Task brief: Some lines hold the string "canvas". Copy all of them from the material that follows.

Exercise material:
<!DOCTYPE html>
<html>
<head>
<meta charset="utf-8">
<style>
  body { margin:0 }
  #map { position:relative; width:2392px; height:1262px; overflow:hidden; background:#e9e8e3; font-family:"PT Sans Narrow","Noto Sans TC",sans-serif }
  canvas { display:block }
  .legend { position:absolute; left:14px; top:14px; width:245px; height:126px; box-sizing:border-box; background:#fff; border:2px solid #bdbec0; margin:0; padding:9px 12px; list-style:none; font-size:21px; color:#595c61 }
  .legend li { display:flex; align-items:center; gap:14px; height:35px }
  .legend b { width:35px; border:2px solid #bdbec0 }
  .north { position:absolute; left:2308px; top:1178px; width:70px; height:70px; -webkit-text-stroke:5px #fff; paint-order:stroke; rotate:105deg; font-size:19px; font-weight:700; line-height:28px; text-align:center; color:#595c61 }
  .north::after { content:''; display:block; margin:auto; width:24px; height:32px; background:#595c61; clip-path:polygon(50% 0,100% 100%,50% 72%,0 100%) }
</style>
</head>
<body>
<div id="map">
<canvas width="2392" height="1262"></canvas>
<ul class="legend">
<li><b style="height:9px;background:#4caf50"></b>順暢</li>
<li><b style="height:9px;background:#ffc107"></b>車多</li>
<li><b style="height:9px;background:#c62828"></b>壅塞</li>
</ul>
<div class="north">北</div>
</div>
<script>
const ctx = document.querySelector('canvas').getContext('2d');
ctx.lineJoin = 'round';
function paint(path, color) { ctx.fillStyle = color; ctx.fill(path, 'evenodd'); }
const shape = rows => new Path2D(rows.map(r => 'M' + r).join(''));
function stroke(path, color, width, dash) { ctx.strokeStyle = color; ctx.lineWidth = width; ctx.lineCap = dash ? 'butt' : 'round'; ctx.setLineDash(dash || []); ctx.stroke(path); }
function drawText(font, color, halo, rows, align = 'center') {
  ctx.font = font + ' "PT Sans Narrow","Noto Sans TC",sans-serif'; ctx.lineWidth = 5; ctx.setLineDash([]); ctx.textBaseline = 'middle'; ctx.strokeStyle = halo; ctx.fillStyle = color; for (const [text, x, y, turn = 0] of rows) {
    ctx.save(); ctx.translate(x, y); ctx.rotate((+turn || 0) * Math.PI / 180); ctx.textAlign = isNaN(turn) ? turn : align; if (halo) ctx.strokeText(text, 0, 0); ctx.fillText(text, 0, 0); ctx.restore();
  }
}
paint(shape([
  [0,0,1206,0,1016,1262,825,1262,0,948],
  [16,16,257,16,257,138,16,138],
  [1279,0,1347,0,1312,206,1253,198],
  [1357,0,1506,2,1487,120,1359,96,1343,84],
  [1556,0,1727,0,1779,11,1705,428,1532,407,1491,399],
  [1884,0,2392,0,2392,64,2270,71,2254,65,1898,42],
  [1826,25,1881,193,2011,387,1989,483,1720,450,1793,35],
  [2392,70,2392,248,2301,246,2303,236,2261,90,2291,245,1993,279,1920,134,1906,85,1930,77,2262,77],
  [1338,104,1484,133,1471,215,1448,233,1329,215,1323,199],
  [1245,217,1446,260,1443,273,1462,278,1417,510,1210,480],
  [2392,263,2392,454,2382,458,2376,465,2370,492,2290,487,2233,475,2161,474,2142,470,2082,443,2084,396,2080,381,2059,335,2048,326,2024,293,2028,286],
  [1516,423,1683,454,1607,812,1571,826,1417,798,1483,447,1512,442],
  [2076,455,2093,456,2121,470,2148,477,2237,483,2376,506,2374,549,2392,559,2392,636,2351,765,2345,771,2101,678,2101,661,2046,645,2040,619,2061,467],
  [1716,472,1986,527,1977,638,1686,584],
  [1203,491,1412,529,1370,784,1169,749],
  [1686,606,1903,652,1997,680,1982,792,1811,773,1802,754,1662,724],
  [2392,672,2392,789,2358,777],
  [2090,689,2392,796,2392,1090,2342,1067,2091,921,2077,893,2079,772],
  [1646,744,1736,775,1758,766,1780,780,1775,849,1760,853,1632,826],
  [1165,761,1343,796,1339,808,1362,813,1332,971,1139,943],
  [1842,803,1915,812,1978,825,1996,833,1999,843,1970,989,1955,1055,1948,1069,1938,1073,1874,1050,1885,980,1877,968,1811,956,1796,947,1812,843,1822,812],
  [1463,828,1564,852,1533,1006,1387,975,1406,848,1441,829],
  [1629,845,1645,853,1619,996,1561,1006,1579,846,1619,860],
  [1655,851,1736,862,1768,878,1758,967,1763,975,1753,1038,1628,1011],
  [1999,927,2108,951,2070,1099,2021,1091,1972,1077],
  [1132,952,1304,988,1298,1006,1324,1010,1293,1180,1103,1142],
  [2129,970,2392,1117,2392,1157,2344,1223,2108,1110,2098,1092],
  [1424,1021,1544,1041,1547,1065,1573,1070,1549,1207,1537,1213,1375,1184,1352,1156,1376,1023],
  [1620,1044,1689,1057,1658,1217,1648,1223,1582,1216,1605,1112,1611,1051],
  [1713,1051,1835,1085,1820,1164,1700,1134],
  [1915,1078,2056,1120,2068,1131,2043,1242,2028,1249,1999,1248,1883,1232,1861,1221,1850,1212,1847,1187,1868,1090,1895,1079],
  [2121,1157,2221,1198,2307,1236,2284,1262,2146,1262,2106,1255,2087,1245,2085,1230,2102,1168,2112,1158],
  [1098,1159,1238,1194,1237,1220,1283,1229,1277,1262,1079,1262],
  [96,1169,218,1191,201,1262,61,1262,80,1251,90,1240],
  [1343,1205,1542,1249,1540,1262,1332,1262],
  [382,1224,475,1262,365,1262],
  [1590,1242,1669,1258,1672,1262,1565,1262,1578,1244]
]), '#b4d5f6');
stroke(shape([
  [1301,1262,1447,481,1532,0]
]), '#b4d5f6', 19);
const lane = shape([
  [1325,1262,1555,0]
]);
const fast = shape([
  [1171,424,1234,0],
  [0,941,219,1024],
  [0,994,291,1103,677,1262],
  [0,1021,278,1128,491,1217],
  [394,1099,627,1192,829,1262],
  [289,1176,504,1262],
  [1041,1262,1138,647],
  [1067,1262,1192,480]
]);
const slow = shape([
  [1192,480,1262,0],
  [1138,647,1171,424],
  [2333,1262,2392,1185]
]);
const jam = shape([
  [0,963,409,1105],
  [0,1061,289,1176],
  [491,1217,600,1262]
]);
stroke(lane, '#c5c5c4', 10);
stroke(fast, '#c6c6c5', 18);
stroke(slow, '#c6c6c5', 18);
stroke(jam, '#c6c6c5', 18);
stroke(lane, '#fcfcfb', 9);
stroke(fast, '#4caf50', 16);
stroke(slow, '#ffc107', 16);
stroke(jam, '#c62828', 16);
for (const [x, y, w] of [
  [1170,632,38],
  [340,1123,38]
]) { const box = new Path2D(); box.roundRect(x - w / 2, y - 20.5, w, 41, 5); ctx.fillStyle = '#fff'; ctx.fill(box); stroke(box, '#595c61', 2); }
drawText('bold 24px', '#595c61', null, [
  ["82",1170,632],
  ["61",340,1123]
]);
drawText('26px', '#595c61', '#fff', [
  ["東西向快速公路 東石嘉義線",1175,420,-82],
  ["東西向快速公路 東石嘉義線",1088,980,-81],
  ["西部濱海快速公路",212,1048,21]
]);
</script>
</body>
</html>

Answer space:
  canvas { display:block }
<canvas width="2392" height="1262"></canvas>
const ctx = document.querySelector('canvas').getContext('2d');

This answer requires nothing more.